I'm converting a Tensorflow transformer model to Pytorch equivalent.
In TF multi-head attention part of the code I have:
att = layers.MultiHeadAttention(num_heads=6, key_dim=4)
and the input
shape is [None, 136, 4]
where None is the batch size, 136 is sequence length and 4 is embedding dimension. num_heads
is number of heads and key_dim
is dimension of each head.
It gets the input as : att(query=input, value=input)

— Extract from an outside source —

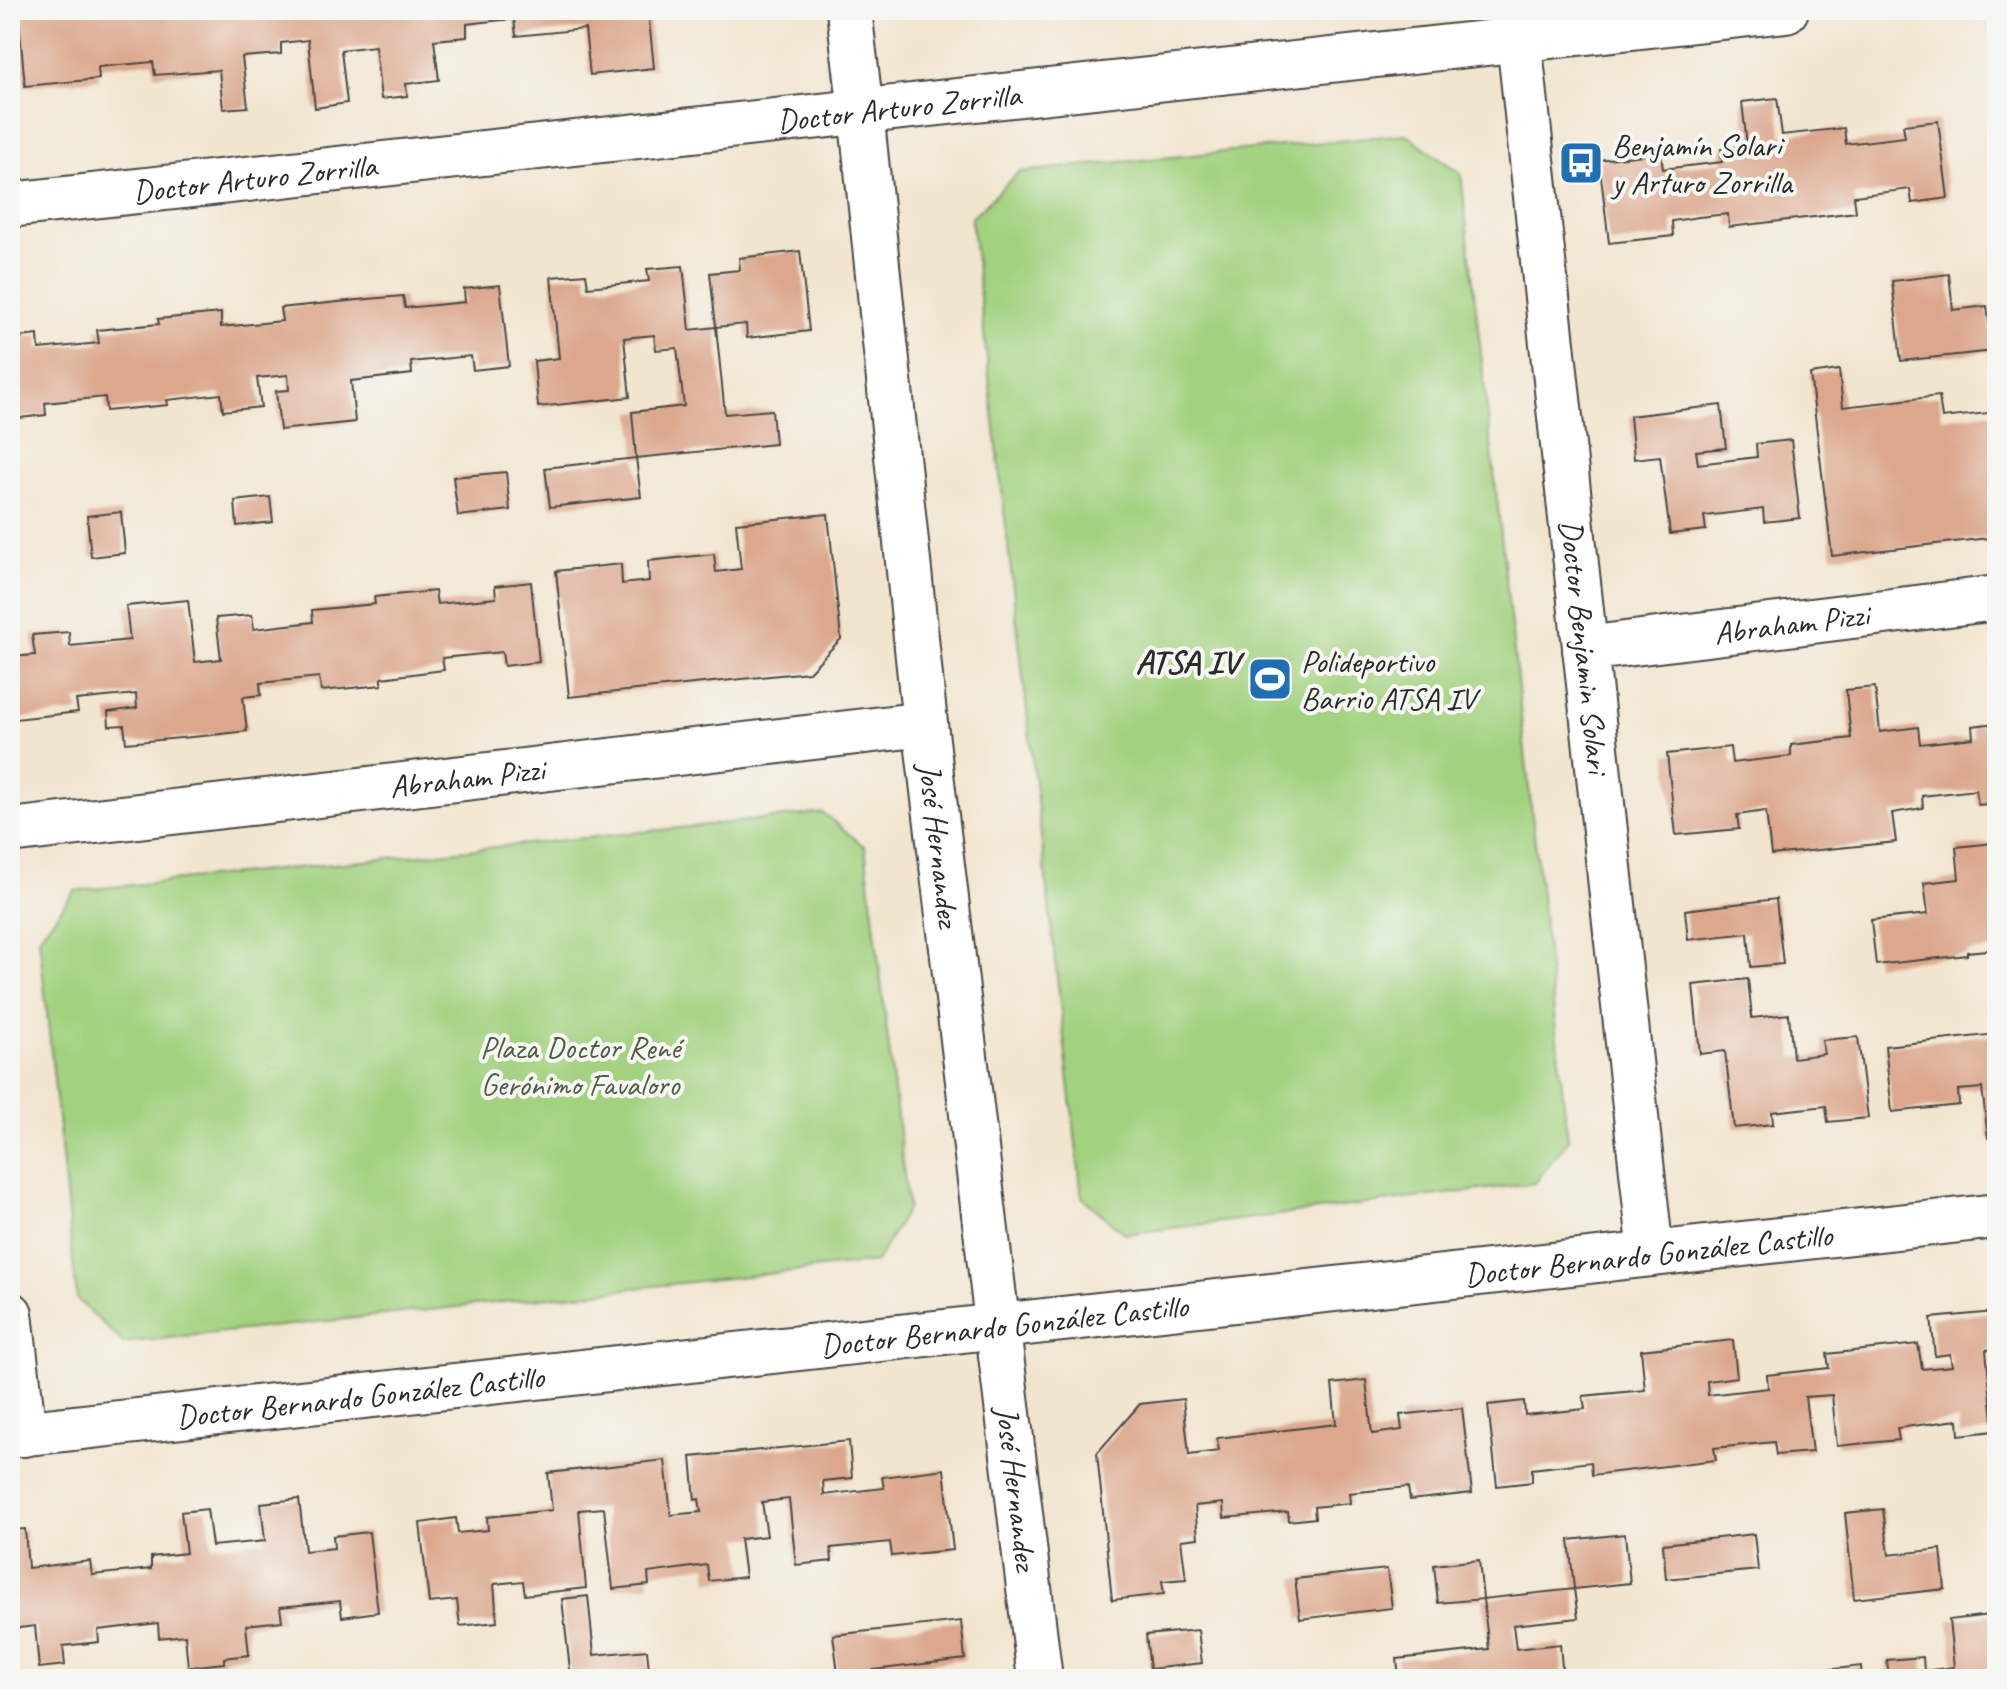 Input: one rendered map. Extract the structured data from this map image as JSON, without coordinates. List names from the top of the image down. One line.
{"streets":{"street":["Doctor Arturo Zorrilla","Abraham Pizzi","Doctor Benjamin Solari","José Hernandez","Doctor Bernardo González Castillo"]},"crossings":[["Doctor Arturo Zorrilla","Doctor Benjamin Solari"],["Doctor Arturo Zorrilla","José Hernandez"],["Abraham Pizzi","Doctor Benjamin Solari"],["Abraham Pizzi","José Hernandez"],["Doctor Benjamin Solari","Doctor Bernardo González Castillo"],["José Hernandez","Doctor Bernardo González Castillo"]],"districts":["ATSA IV"],"parks":["Plaza Doctor René Gerónimo Favaloro"],"places":{"bus stop":["Benjamín Solari y Arturo Zorrilla"],"sports":["Polideportivo Barrio ATSA IV"]}}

In pyTorch, the MHA is defined as att = nn.MultiheadAttention(embed_dim, num_heads)
where embed_dim
is the dimension of the model (Not dim of each head) and it must be divisible by num_heads = 6
.
Since the input shape is [None, 136, 4]
and 4 is not divisible by 6, Pytorch rises an error about divisibility. how should I change my input to be able to use Pytorch instead of TF?
If key_dim
in Tf is 4 and it has 6 heads, the whole model's dimension must be 46. I defined embed_dim
in PyTorch equal to 46 but because of input size of [None, 136, 4]
, Pytorch rises error for dimension saying " expected input of size 24 but got 4".
Is it ok to repeat my input for num_head
times to fix the problem?
Does TF feeds the input directly to each head without dividing it to number of heads?
How can I convert TF MHA to Pytorch MHA?